** Opening DATA PROVIDED block **

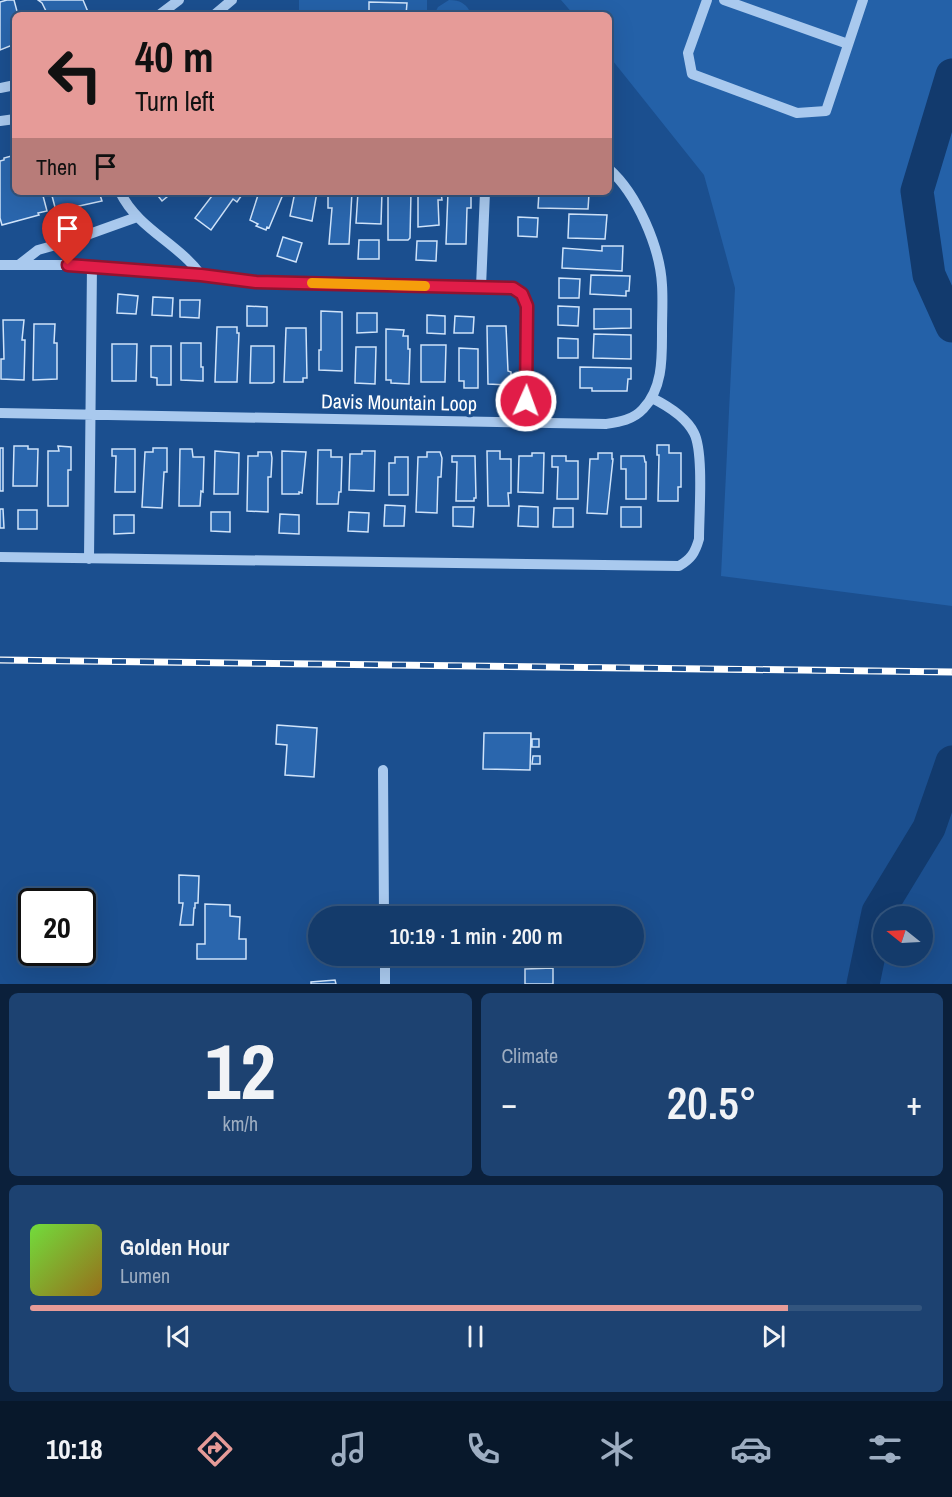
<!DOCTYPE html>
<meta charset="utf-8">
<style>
body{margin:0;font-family:"Archivo Narrow",sans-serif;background:#1d4271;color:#f1f3f6;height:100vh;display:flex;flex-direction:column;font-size:22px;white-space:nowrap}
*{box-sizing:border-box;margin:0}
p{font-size:20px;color:#9dadc1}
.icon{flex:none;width:33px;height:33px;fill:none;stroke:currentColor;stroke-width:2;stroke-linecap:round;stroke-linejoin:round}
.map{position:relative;height:984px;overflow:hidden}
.side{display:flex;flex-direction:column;gap:9px;padding:9px;background:#0b203b;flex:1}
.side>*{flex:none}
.guide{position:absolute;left:12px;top:12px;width:600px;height:183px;border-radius:9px;box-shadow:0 6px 24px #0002,0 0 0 2px #33557e;background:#e69b98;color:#111;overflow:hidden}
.needle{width:39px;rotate:288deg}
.controls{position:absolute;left:873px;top:906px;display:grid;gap:12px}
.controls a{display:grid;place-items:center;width:60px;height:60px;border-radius:50%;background:#143b6b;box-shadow:0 6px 24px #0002,0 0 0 2px #33557e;font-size:30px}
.speed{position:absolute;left:18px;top:888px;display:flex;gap:12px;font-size:30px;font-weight:700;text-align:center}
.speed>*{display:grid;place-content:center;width:78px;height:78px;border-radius:50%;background:#143b6b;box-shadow:0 6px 24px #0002,0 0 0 2px #33557e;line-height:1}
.speed .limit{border:3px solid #111;border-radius:9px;background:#fff;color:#111}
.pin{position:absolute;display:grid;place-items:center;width:51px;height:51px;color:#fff;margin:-62px -26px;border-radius:50% 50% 50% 0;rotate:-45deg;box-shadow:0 0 6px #0007}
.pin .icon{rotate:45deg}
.me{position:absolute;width:66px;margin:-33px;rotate:2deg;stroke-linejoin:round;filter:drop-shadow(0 0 4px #0008)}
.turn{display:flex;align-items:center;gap:21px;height:126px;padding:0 24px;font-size:27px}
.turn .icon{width:78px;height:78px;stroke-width:2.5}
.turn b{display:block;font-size:42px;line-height:51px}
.then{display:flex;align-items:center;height:57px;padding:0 24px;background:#0003;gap:12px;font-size:22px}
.big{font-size:45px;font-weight:600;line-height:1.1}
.side .card{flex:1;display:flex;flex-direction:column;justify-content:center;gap:9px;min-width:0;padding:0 21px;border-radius:9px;background:#1d4271}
.side .dial{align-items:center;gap:0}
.dial b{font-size:78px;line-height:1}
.song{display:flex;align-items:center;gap:18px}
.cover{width:72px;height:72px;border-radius:9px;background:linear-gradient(135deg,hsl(100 70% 55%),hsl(40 70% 35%))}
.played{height:6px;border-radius:3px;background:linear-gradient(90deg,#e69b98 85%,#33557e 85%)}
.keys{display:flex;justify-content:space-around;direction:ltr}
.heat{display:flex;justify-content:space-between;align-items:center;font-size:33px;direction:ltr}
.side .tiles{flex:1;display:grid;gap:9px;grid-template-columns:1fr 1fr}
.card:last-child{grid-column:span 2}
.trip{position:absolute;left:308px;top:906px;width:336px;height:60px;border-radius:30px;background:#143b6b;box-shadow:0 6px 24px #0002,0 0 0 2px #33557e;font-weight:600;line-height:60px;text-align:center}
.menu{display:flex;height:96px;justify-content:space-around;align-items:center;background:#08182b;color:#9dadc1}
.menu .icon{width:42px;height:42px}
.menu .selected{color:#e69b98}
.menu b{font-size:27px;color:#f1f3f6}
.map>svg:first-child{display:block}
.green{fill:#2461a8}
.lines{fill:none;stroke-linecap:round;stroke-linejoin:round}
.river{stroke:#123a6d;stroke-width:33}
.building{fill:#2a66ad;stroke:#cfe3fa;stroke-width:1.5}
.path{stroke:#a9c9ee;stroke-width:3;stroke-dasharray:3 4.5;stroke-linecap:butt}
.minor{stroke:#a9c9ee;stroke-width:10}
.rail-casing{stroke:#fff;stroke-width:7}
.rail{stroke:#1b4f8f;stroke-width:4.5;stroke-dasharray:14;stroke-linecap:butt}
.route-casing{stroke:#92132f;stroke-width:15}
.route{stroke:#e11d48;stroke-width:10}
.slow{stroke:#f59e0b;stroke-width:10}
.labels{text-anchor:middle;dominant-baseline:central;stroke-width:6;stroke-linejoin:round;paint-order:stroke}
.street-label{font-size:20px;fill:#fff;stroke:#1b4f8f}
</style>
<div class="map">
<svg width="952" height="984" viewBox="0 0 952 984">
<rect width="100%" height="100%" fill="#1b4f8f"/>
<path class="green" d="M299 0H427V15H299Z
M449 0C460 0 468 4 471 15H434L438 7Z
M561 0H952V606L721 576 735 288 704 175 609 56V15H574Z"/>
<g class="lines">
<path class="river" d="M952 75 917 191 929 275 952 326
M863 984 878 912 929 828 952 762"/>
</g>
<path class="building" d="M7 0H14L18 15H15V44L0 50V2Z
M38 0H83L88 12 82 15H48L42 3Z
M369 2 407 3 406 15H369Z
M15 155V192H42L47 211 38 213 39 215 2 225 0 218V161L4 160V158Z
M51 192H99L102 201 56 211Z
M155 192H173L162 201Z
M215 192H244L237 202 233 199 211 230 195 218Z
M259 192H284L269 228 267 227 266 230 256 226 258 224 250 220Z
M295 192H317L312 221 290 216Z
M328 192H352L349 244H329L332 208H328Z
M358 192H382L381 224 356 223Z
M388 192H411L410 238 408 240H388Z
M418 192H441L442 200H438L439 225 418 227Z
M448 192H471V208H467L466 244H446Z
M539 192H586L589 194 588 209 538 208Z
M569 214 607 215 605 239 568 238Z
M518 217 538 218 537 237 518 236Z
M283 237 302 243 296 262 277 256Z
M359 240H379V259H358Z
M417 241H437L436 261 416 260Z
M602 246H623L622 271 562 268 563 248 602 251Z
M591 275 630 276 629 291H626V296L590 294Z
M559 278 580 279 579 298H559Z
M118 294 138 296 136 314 117 313Z
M153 297 173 298 172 316 152 315Z
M180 300H200L199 318 180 317Z
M247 306 267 307V326H247Z
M558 306 579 307 578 326 558 325Z
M594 309H631V328L594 329Z
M321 311 342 312V371L319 370V350H321Z
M357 313H377V332L357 333Z
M427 315 445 316V334L427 333Z
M455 316 474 317 473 333H454Z
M3 320H24L22 340H25L24 380 1 379V359H4Z
M34 324H55L54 343H57V379L33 380Z
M487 326H506L508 371 511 372V382H508V385L488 384Z
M217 327H237V333H239L237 382H215Z
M286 328H306L307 378H303V382H284Z
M386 329 404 330 403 336H408V349H410L409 384 391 383V380H386Z
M594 334 631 335V359L593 358Z
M558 338 578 339V358H558Z
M181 343H201V367H203V381L181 380Z
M112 344H137L136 381H112Z
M421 345H446L445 382H421Z
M151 346H171V385H157V378L151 377Z
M251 346H274V382L272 383H250Z
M356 347H376L375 384 355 383Z
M459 348 478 349V388H464V381H459Z
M580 367 631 368V379H628L627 391H592V388H580Z
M657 445H669V453H681V487H678V501H658L659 455H657Z
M14 446H28V449H38L37 486H13Z
M58 446 71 447V470H68V506H48V451H59Z
M0 448H3V491H0Z
M153 448H167V472H164L162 508 142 507 145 452H153Z
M112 449H135V492H115L116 456H112Z
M180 449H192L193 457H204L203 492 201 491 200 506H179Z
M318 450H331V457H342L341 492H339L338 504H317Z
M215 451 239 453 238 494H214Z
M282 451 306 452 302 493 299 492V494H282Z
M362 451H375L374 491 349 490 350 454H362Z
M487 451H500V459H511V493H508L509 506H488Z
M258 452H271L272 458 271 477H268V512L247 511 248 456H258Z
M427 452H440L442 458 441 477H438L437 513 416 512 418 457H427Z
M532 453H544L543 493 518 492 519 456H532Z
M598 453H612V459H613L607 514 587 513 590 459H598Z
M452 456H475L476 498H474V501H456L457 462H452Z
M552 456H566V461H578V499H557L558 467H552Z
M621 456H644L645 462H646V499H626V469H621Z
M395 457H408V495H389V463H395Z
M385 505 405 506 404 526H384Z
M519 506 538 507V527L518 526Z
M453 507H474L473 527 453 526Z
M621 507H641V527H621Z
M554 508H573V527H553Z
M0 509H3L4 528H0Z
M18 510H37V529H18Z
M211 512H230V532L211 531Z
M349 512 369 513 368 532 348 531Z
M280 514 299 515V534L279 533Z
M114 515H134V533L114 534Z
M277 725 317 728 314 777 285 775 287 745 276 744Z
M484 733H531L530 770 483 769Z
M532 739H539V747H532Z
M533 756H540V764H532Z
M179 875 199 876 198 903H195V908H194L193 925H180L183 903H179Z
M205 904 230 905V916L240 917 239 939H246V959H197V944H205Z
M553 968V984H525V969Z
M335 980 336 984H311V982Z"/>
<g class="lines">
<path class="path" d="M471 11 472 15"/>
<path class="minor" d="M707 0 688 53 692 74 797 113 826 111 863 0
M724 0 848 44
M159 15 179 0
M214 15 232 0
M0 88 15 85
M0 121 15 119
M120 192C138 229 178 243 201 275
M20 264 38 250 70 241 137 217
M0 265H92L201 275 256 282 513 288C525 296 527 304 529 318L526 422
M481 287 485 192
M0 413 606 424C619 422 633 420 643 409 663 388 662 358 662 331 662 315 663 300 662 285 660 247 637 194 609 169
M0 557 679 566C691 559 695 553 699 539 699 515 704 452 694 433 686 417 668 406 652 398
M89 559 92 265
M383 770 384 916
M385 956V984"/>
<defs>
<path id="rail" d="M0 660 952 672"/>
</defs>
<use href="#rail" class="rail-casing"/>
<use href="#rail" class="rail"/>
</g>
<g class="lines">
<defs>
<path id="route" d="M68 265 201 275 256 282 513 288 522 294 527 306 526 401"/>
</defs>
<use href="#route" class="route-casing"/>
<use href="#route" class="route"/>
<path class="slow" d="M312 283 425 286"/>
</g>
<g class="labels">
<g class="street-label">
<text transform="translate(399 402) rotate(1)">Davis Mountain Loop</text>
</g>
</g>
</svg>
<div class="controls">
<a><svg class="needle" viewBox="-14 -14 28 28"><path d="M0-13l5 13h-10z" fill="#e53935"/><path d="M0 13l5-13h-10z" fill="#9dadc1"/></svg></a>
</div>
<div class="speed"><div class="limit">20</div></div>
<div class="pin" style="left:68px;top:265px;background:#d93025"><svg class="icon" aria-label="arrive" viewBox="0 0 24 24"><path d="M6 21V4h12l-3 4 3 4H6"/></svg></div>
<svg class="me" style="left:526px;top:401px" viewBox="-20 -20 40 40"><circle r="17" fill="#e11d48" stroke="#fff" stroke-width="3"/><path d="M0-11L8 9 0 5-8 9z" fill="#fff"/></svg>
<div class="trip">10:19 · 1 min · 200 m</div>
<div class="guide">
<div class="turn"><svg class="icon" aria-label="left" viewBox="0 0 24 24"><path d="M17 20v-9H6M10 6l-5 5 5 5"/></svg><div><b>40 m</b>Turn left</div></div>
<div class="then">Then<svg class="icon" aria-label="arrive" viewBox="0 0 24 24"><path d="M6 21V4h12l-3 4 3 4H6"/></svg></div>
</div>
</div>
<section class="side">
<div class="tiles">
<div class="card dial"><b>12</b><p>km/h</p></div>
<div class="card"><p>Climate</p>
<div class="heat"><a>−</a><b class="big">20.5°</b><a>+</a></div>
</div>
<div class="card">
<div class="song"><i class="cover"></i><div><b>Golden Hour</b><p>Lumen</p></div></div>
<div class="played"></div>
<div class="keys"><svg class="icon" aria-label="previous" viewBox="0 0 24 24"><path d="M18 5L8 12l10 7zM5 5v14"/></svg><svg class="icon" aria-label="pause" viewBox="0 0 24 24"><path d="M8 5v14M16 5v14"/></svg><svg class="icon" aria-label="next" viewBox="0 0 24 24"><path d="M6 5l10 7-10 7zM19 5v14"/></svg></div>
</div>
</div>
</section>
<nav class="menu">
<b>10:18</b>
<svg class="icon selected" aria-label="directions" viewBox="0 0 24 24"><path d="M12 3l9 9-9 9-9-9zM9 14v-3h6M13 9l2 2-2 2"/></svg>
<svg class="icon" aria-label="music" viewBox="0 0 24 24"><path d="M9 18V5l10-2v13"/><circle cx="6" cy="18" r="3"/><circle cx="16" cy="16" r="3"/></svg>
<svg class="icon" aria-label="phone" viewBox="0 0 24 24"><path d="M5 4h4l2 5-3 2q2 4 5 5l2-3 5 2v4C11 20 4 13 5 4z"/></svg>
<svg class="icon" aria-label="climate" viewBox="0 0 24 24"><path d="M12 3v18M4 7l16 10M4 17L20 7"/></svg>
<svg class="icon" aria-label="car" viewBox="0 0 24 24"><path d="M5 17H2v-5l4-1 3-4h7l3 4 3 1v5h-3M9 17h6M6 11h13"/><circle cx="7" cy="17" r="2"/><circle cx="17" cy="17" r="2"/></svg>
<svg class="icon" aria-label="filters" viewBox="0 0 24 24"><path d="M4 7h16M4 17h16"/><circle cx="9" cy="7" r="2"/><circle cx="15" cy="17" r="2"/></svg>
</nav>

** Closing DATA PROVIDED block **

-- ACTIVITY --
Please find each line in the records above that holds the word "played", and copy it.

-- SOLVED PROBLEM --
.played{height:6px;border-radius:3px;background:linear-gradient(90deg,#e69b98 85%,#33557e 85%)}
<div class="played"></div>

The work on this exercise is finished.